TASK OBJECTIVE » Take the lines below between the one holding "width:35px; border:2px solid" and the one holding "const ctx = document.querySelector('canvas').getContext('2d');", inclusive, and copy them exactly. Add nothing.

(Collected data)
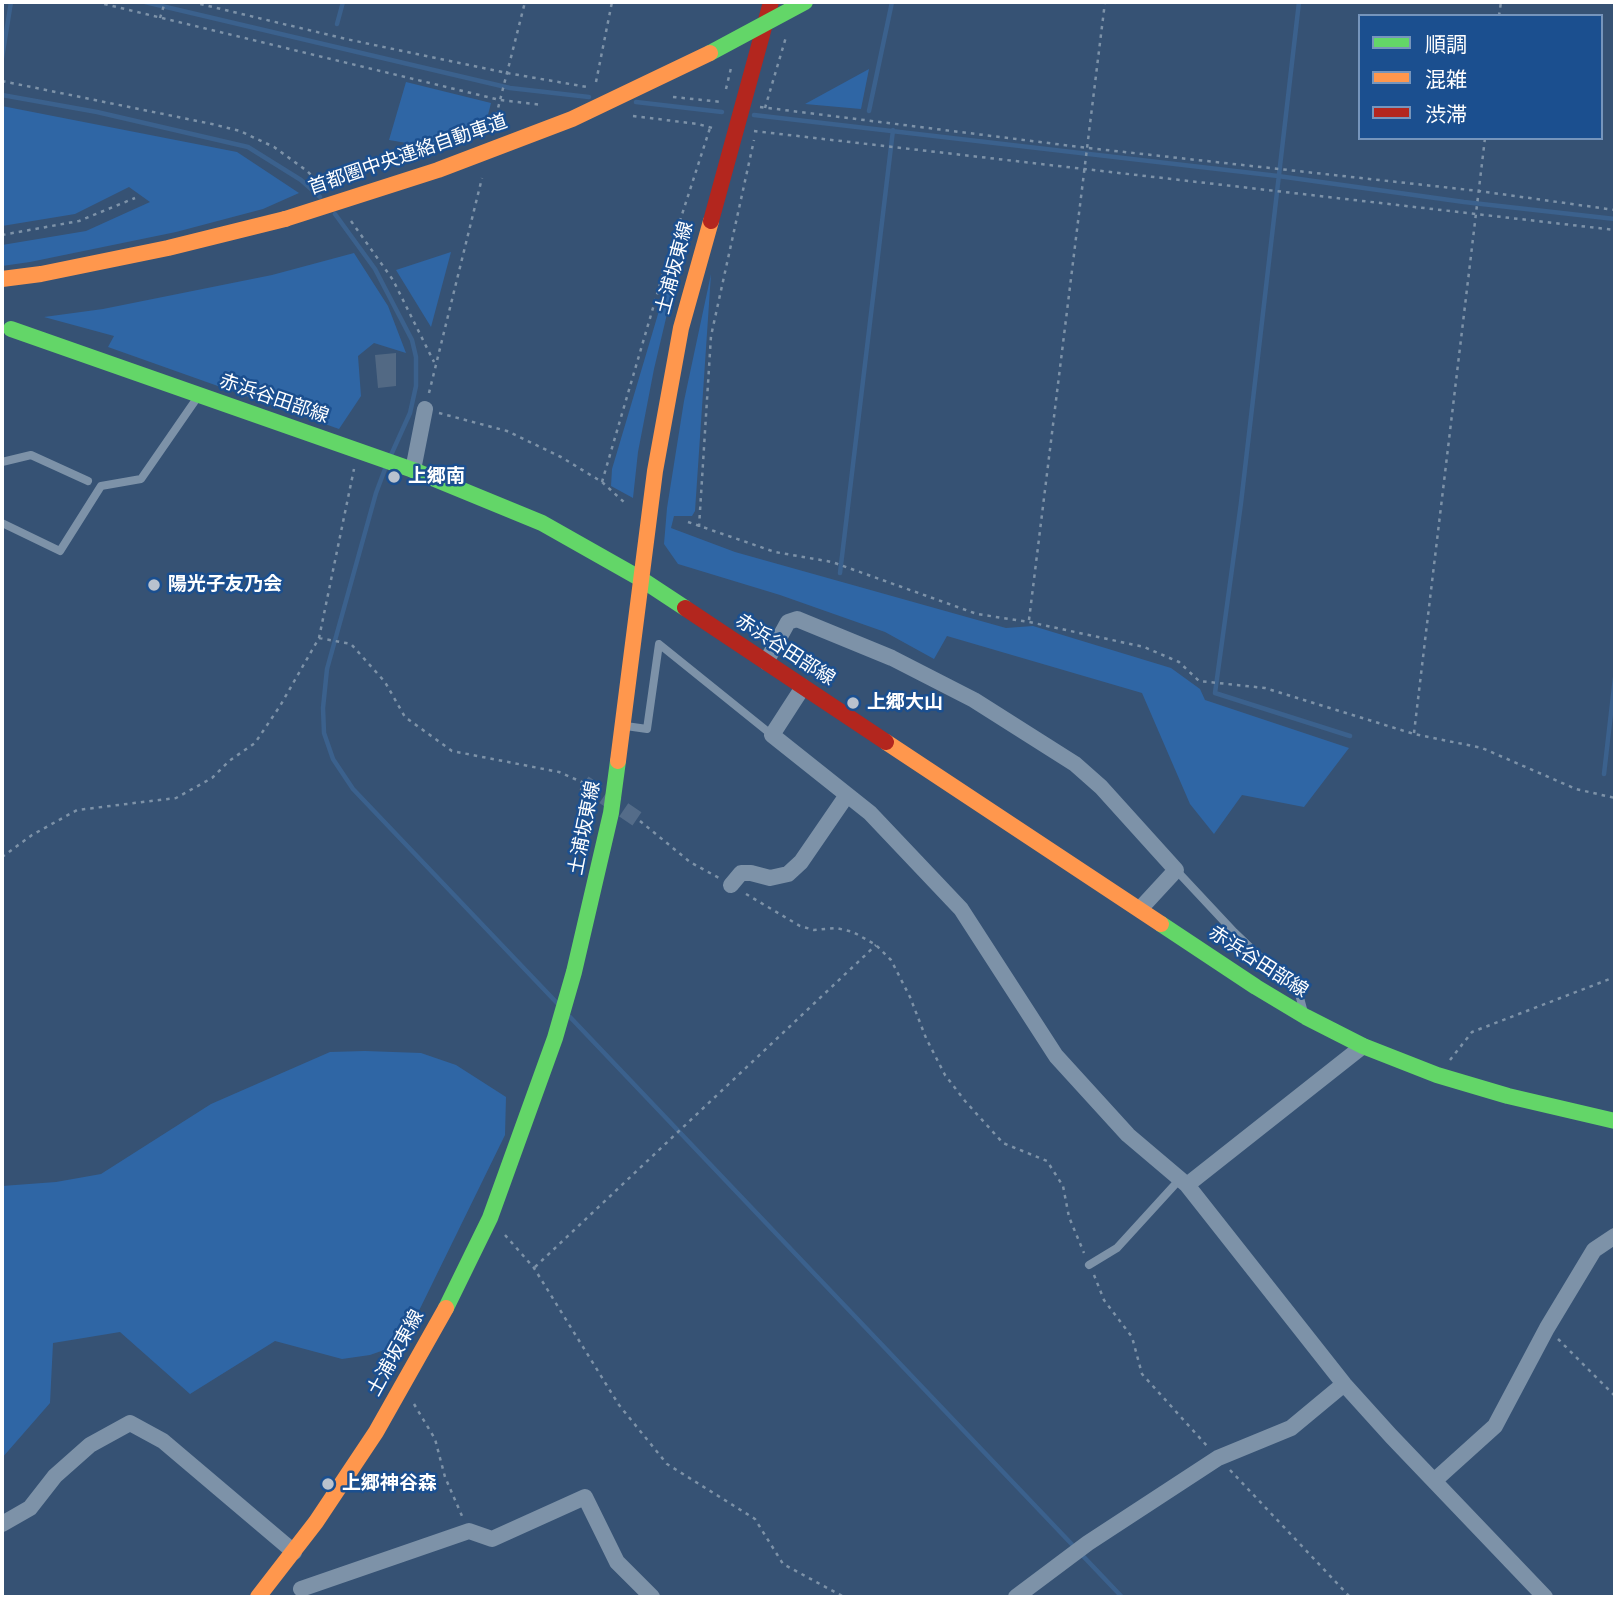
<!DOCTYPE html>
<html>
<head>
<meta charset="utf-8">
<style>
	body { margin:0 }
	#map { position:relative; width:1617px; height:1599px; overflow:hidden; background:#365274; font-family:"Open Sans","Noto Sans JP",sans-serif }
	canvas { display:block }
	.frame { position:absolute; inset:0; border:4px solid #fff; pointer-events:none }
	.legend { position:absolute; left:1358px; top:14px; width:245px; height:126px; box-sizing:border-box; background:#1b4f8f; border:2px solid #7695bc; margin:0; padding:9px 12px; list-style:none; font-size:21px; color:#fff }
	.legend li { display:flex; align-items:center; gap:14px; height:35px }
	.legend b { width:35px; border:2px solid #7695bc }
</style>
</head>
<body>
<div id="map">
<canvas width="1617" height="1599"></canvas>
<div class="frame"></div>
<ul class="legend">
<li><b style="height:9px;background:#63d668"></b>順調</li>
<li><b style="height:9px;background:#ff974d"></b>混雑</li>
<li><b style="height:9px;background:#b3261e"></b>渋滞</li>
</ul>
</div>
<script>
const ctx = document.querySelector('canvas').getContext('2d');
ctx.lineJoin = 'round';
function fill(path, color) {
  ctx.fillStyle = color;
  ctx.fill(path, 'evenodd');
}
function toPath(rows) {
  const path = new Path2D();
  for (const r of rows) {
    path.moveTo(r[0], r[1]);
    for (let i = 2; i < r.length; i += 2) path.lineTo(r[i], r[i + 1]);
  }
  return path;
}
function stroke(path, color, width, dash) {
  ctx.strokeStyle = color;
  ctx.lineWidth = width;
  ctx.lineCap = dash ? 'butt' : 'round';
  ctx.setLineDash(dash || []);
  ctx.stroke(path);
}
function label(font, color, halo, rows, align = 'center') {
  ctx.font = font + ' "Open Sans","Noto Sans JP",sans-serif';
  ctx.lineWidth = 5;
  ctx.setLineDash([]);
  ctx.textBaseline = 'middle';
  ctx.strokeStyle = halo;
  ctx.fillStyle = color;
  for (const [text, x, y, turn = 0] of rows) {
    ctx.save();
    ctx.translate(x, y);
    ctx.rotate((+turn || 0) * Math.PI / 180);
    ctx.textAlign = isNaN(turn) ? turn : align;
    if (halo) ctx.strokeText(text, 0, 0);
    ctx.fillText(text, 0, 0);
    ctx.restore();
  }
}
const green = toPath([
	[869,69,861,109,805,104],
	[406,82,491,103,483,135,448,150,389,140],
	[2,106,237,152,299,193,263,209,176,232,30,262,2,266,2,245,86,231,150,202,129,187,75,214,2,226],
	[680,240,684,242,654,369,638,452,633,498,611,486,612,469],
	[451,252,431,327,396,270],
	[354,253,388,306,406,353,374,343,358,356,361,396,339,429,108,347,114,336,44,317,103,309,272,275],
	[711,274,695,511,692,516,674,516,671,528,735,552,1006,628,1033,626,1171,668,1200,689,1205,700,1349,748,1304,807,1242,795,1214,834,1190,804,1142,693,947,636,934,659,885,632,780,595,678,564,664,544,667,508,684,401],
	[365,1051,421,1053,456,1065,506,1097,505,1135,410,1329,387,1349,370,1355,342,1359,275,1341,190,1394,120,1332,53,1343,50,1403,2,1458,2,1186,56,1182,101,1174,211,1104,330,1052]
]);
const stream = toPath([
	[145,2,510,88,589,97],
	[1299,2,1241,503,1215,693,1350,736],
	[337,24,343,2],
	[2,58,11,2],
	[2,95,97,112,248,147,301,180,320,197],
	[636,102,722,112],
	[869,111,892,2],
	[754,115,1278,176,1464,202,1615,219],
	[335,214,375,269,412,340,416,357,416,386,410,413,391,455],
	[385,469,376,493,327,669,323,708,324,733,333,759,353,789,557,1003],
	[840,573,893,130],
	[1604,774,1615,678],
	[570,1017,1122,1597]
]);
const building = toPath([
	[396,353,396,386,378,388,375,355]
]);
const streetTunnel = toPath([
	[584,783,640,821]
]);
const path = toPath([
	[96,2,500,100,543,105],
	[192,2,346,39,507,73,587,87],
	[1499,16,1501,2],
	[160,18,165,2],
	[2,81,212,124,240,131,274,147,307,171,320,184],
	[596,82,612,2],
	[726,89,731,68],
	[673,97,722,102],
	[760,107,1088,148,1479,191,1615,210],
	[765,108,786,37],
	[633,116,698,124,716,129],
	[494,124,525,2],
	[754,131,1615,230],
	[351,221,393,280,434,362],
	[2,235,79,221,135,198],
	[429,393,482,178],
	[439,413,507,431,561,457,602,482,625,503],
	[602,482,665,267,710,128],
	[688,522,775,552,832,562,977,614,1029,622,1144,647,1179,662,1199,681,1265,688,1414,734,1482,748,1576,789,1615,798],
	[699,527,711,336,754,140],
	[1029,620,1105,2],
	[319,638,351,644,385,682,405,717,452,751,559,772,584,783],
	[1414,733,1485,138],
	[640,821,690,862,719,878],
	[2,857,32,835,77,810,176,798,212,778,229,761,255,743,280,706,319,638,354,469],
	[746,894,800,926,814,930,836,928,853,932,876,945,891,960,910,997,926,1038,945,1075,965,1101,1003,1143,1047,1161,1063,1186,1069,1217,1084,1253],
	[1450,1060,1472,1032,1615,977],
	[505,1235,534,1268,619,1405,667,1464,755,1519,783,1564,844,1597],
	[535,1267,876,945],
	[1094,1275,1104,1300,1132,1337,1142,1374,1208,1447],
	[1558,1339,1615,1396],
	[414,1404,435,1439,445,1477,462,1516],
	[1230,1470,1350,1597]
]);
const lane = toPath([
	[2,462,31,455,88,481],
	[2,523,60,551,101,486,141,479,197,398],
	[626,726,647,729,659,644,772,735],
	[1176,870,1234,932,1299,994,1303,1009],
	[1089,1265,1117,1248,1180,1179]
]);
const street = toPath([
	[413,470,425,409],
	[766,662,788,622,797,619,892,658,974,700,1075,764,1101,787,1176,870,1140,909],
	[803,687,772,735,870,813,961,909,1056,1056,1128,1135,1187,1185,1344,1384,1391,1436,1545,1597],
	[731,885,741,873,751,873,770,878,788,874,801,862,847,795],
	[1187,1185,1363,1046],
	[1434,1481,1495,1426,1547,1328,1594,1250,1615,1236],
	[2,1524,30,1508,55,1476,90,1445,130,1423,163,1441,294,1552],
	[301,1589,469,1531,492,1539,585,1497,617,1562,652,1597],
	[1016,1597,1088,1543,1218,1458,1291,1428,1344,1384]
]);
const fast = toPath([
	[11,329,413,470,542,523,641,579,685,608],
	[1161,924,1256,987,1306,1017,1363,1046,1437,1075,1508,1096,1615,1121],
	[446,1308,490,1218,555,1038,574,972,611,813,618,761]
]);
const slow = toPath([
	[2,279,41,274,168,248,285,219],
	[886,742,1161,924],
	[618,761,655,471,681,328,711,221],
	[258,1597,316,1522,376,1432,446,1308]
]);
const jam = toPath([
	[711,221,771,2],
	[685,608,886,742]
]);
const fastBridge = toPath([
	[710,53,805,2]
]);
const slowBridge = toPath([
	[285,219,438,170,572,119,710,53]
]);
const markers = [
	[394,477,7,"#b9c2ce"],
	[154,585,7,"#b9c2ce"],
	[853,703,7,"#b9c2ce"],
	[328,1484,7,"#b9c2ce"]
];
const streetNames = [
	["首都圏中央連絡自動車道",408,155,-19],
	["土浦坂東線",675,268,-75],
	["赤浜谷田部線",274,399,19],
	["赤浜谷田部線",785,650,33],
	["土浦坂東線",585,828,-79],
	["赤浜谷田部線",1258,962,33],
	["土浦坂東線",396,1353,-61]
];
const poiNames = [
	["上郷南",408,477],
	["陽光子友乃会",168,585],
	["上郷大山",867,703],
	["上郷神谷森",342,1484]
];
fill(green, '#2f66a5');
stroke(stream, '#3b618d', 4.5);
fill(building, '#526984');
stroke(streetTunnel, '#546c89', 16, [16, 8]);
stroke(path, '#7d92a8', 2.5, [3.5, 5]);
stroke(lane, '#7d92a8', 8);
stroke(street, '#7d92a8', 16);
stroke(fast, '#63d668', 16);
stroke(slow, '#ff974d', 16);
stroke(jam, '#b3261e', 16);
stroke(fastBridge, '#63d668', 16);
stroke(slowBridge, '#ff974d', 16);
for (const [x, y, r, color] of markers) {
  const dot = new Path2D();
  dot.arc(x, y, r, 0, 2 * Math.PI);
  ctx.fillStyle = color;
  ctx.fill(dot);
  stroke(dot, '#1b4f8f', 2.5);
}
label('19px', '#fff', '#1b4f8f', streetNames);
label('bold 19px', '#fff', '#1b4f8f', poiNames, 'left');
</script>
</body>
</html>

SOLVED EXERCISE »
	.legend b { width:35px; border:2px solid #7695bc }
</style>
</head>
<body>
<div id="map">
<canvas width="1617" height="1599"></canvas>
<div class="frame"></div>
<ul class="legend">
<li><b style="height:9px;background:#63d668"></b>順調</li>
<li><b style="height:9px;background:#ff974d"></b>混雑</li>
<li><b style="height:9px;background:#b3261e"></b>渋滞</li>
</ul>
</div>
<script>
const ctx = document.querySelector('canvas').getContext('2d');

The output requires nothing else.